D’un côté, Killer Mike donc, rappeur d’Atlanta proche d’Outkast et monstre au micro, de l’autre El-P, façonneur de sons de légende pour tous les backpackers avec son travail pour Company Flow et Cannibal Ox’ puis en solo. Deux mecs passionnés et surtout passionnants qui ont écumé tout ce que le rap peut faire de mieux et qui n’ont plus rien à prouver.
Ce qui ne les empêche pas d’avoir encore des choses à dire.

Run The Jewels est donc le titre de l’album tout comme le nom qu’ils se sont donnés pour l’occasion.
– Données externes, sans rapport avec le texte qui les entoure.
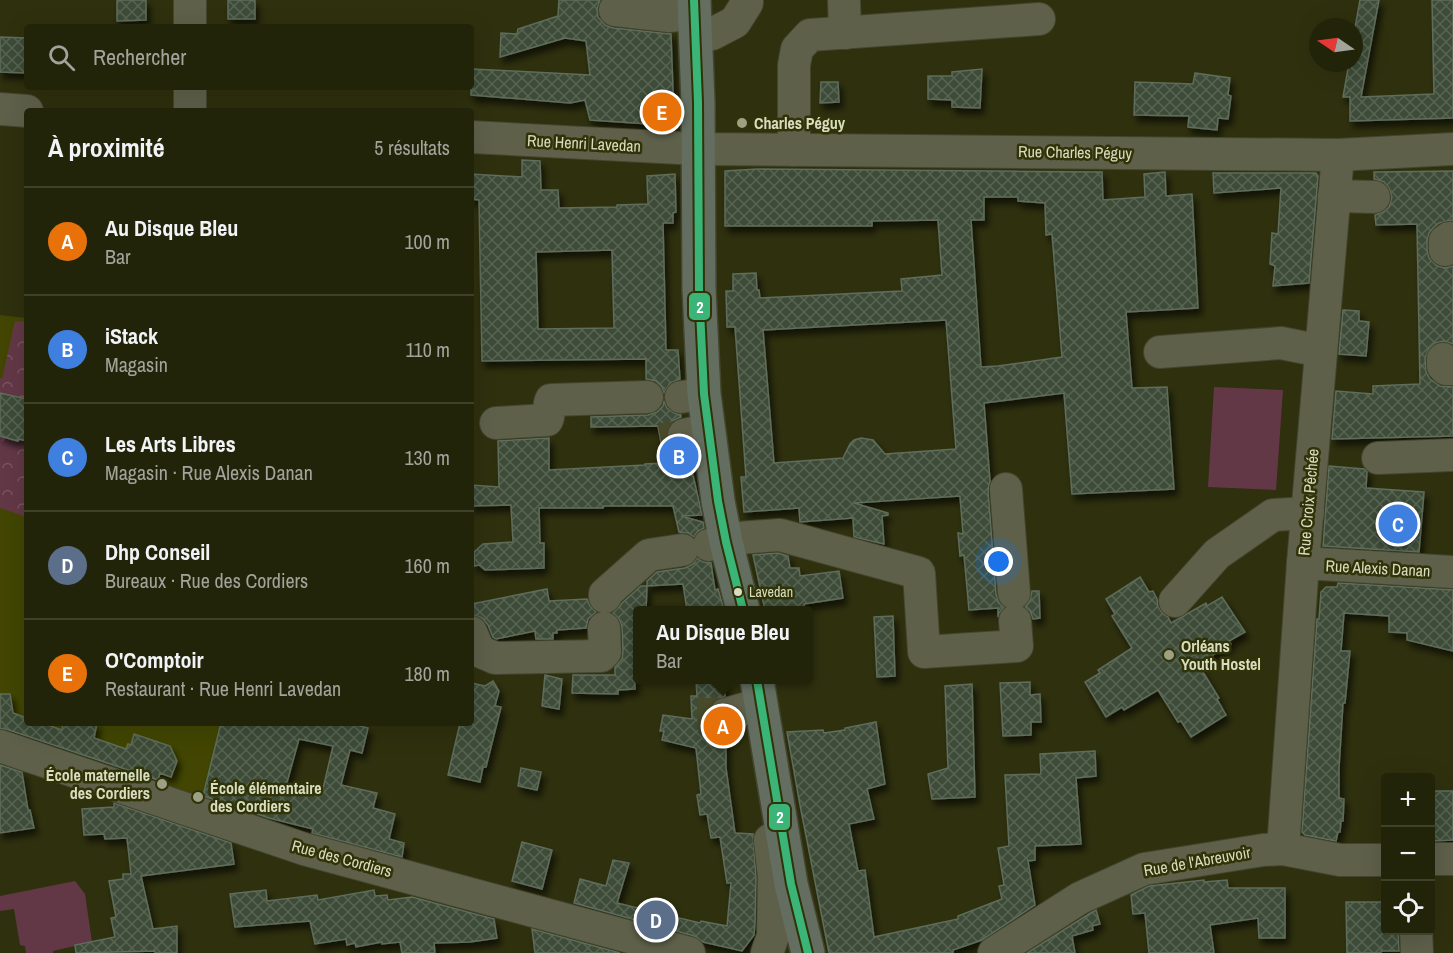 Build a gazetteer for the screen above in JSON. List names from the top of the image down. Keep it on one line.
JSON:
{"streets":{"street":["Rue Henri Lavedan","Rue Charles Péguy","Rue Croix Pêchée","Rue Alexis Danan","Rue des Cordiers","Rue de l'Abreuvoir"]},"crossings":[["Rue Henri Lavedan","Rue Charles Péguy"],["Rue Charles Péguy","Rue Croix Pêchée"],["Rue Croix Pêchée","Rue Alexis Danan"],["Rue Croix Pêchée","Rue de l'Abreuvoir"]],"places":["Charles Péguy","Lavedan","Orléans Youth Hostel","École maternelle des Cordiers","École élémentaire des Cordiers"],"lines":["transit line 2"],"north":"left","page":{"search":"Rechercher","pins":["E","B","C","A","D"],"heading":["À proximité","5 résultats"],"list":[{"mark":"A","name":"Au Disque Bleu","note":"Bar","value":"100 m"},{"mark":"B","name":"iStack","note":"Magasin","value":"110 m"},{"mark":"C","name":"Les Arts Libres","note":"Magasin · Rue Alexis Danan","value":"130 m"},{"mark":"D","name":"Dhp Conseil","note":"Bureaux · Rue des Cordiers","value":"160 m"},{"mark":"E","name":"O'Comptoir","note":"Restaurant · Rue Henri Lavedan","value":"180 m"}],"popup":["Au Disque Bleu","Bar"],"map_buttons":["+","−"]}}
Un blaze rutilant que n’aurait pas renié Jay-Z & Kanye West lors de leur disque commun, et ce n’est sans doute d’ailleurs pas un hasard de la part de Jaime et Michael.
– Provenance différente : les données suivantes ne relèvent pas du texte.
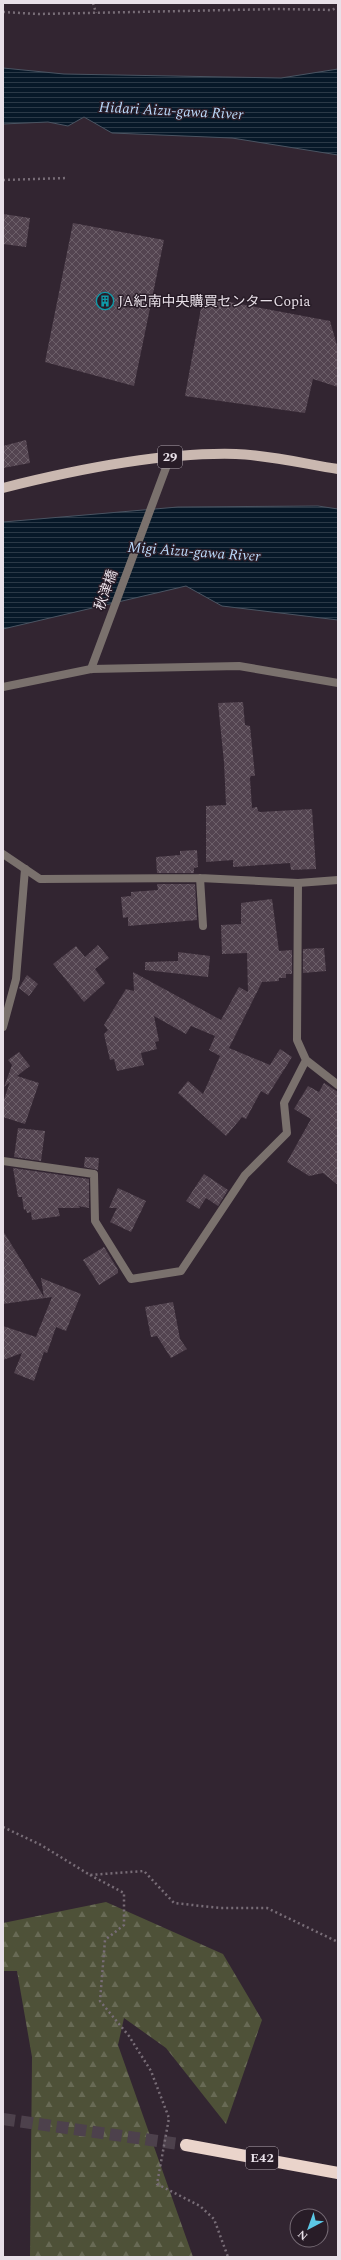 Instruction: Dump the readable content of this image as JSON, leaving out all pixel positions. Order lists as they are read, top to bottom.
{
  "streets": {
    "highway": ["E42"],
    "main road": ["29"],
    "street": ["秋津橋"]
  },
  "crossings": [
    ["29", "秋津橋"]
  ],
  "water": ["Hidari Aizu-gawa River", "Migi Aizu-gawa River"],
  "places": {
    "building": ["JA紀南中央購買センターCopia"]
  },
  "north": "bottom left"
} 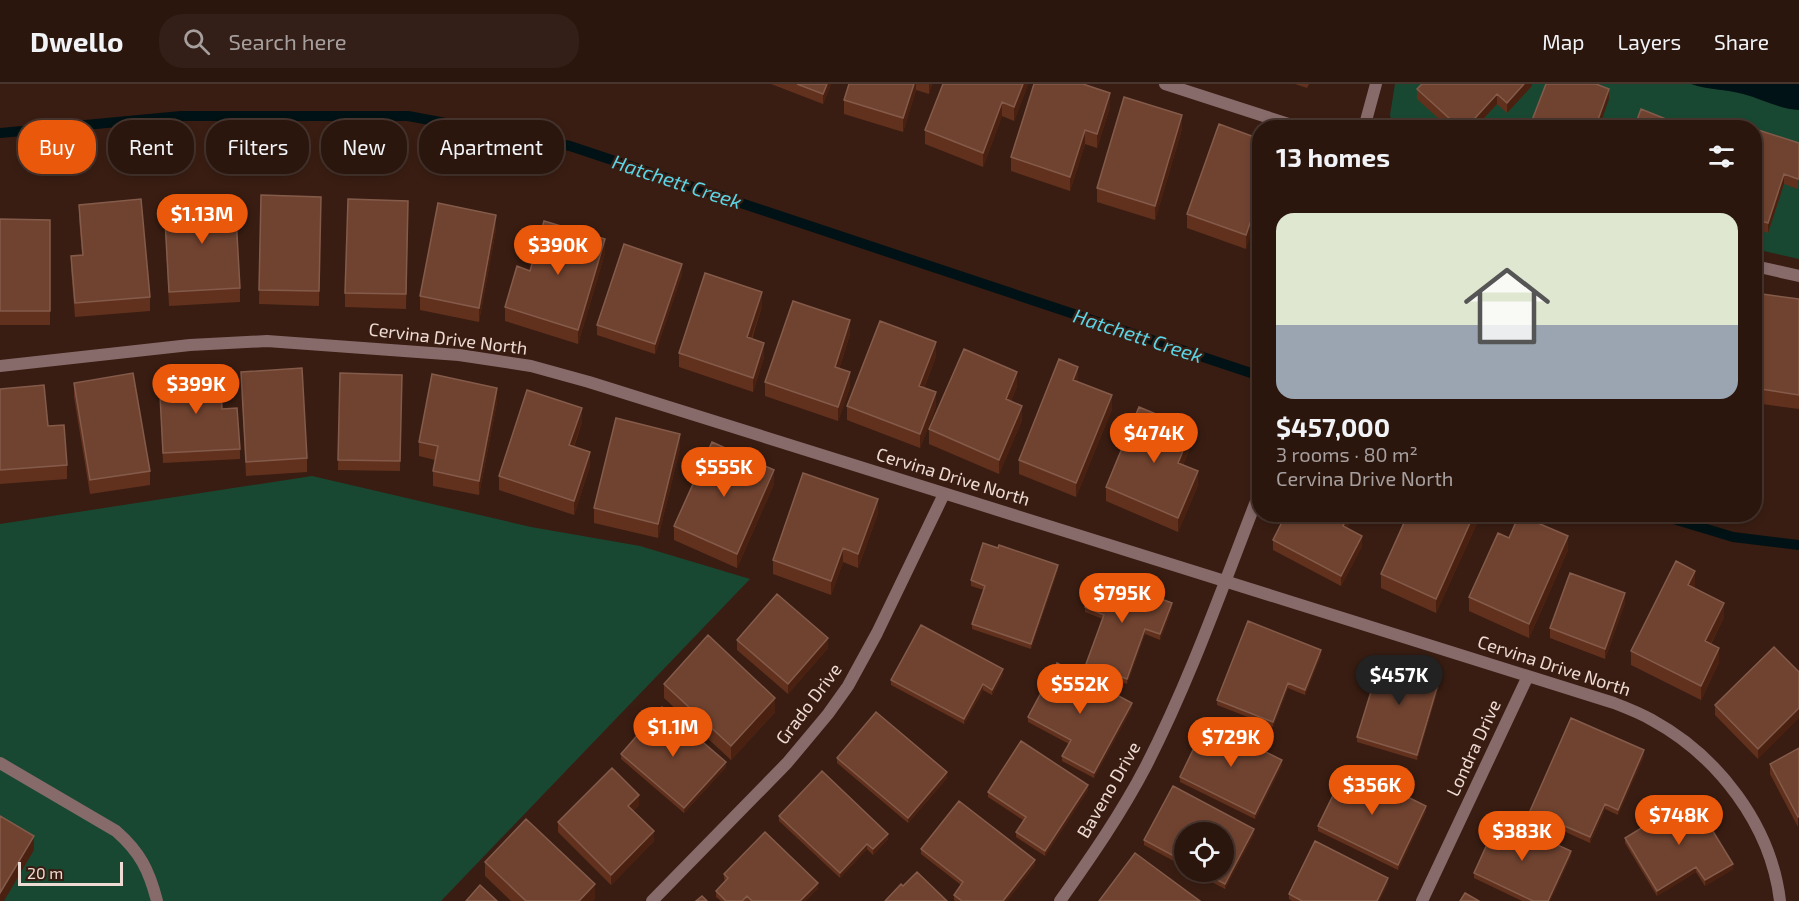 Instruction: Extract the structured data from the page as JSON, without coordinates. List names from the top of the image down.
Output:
{
  "streets": {
    "street": [
      "Cervina Drive North",
      "Grado Drive",
      "Londra Drive",
      "Baveno Drive"
    ]
  },
  "crossings": [
    ["Cervina Drive North", "Grado Drive"],
    ["Cervina Drive North", "Londra Drive"],
    ["Cervina Drive North", "Baveno Drive"]
  ],
  "water": ["Hatchett Creek"],
  "scale_bar": "20 m",
  "page": {
    "header": "Dwello",
    "search": "Search here",
    "nav": ["Map", "Layers", "Share"],
    "chip": [
      "Buy",
      "Rent",
      "Filters",
      "New",
      "Apartment"
    ],
    "heading": "13 homes",
    "list": [
      {
        "name": "$457,000",
        "note": "3 rooms · 80 m² · Cervina Drive North"
      }
    ],
    "price": [
      "$1.13M",
      "$390K",
      "$399K",
      "$474K",
      "$555K",
      "$795K",
      "$457K",
      "$552K",
      "$1.1M",
      "$729K",
      "$356K",
      "$748K",
      "$383K"
    ],
    "scale": "20 m"
  }
}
Sauf qu’on est à mille lieux de ce rap scintillant et champagne. Ici, ça kicke dur sur des productions toujours plus sales et sombres mais superbement travaillées par El-P. Tout le génie de ce garçon réside dans ses capacités à nous servir quasiment toujours le même plat mais avec un ingrédient différent donnant une nouvelle saveur particulièrement bonne à chaque fois. Killer Mike s’en donne à coeur joie mettant sa voie imposante au service de l’ambiance. C’est épais, colérique, concis, bref tout ce qu’on aime.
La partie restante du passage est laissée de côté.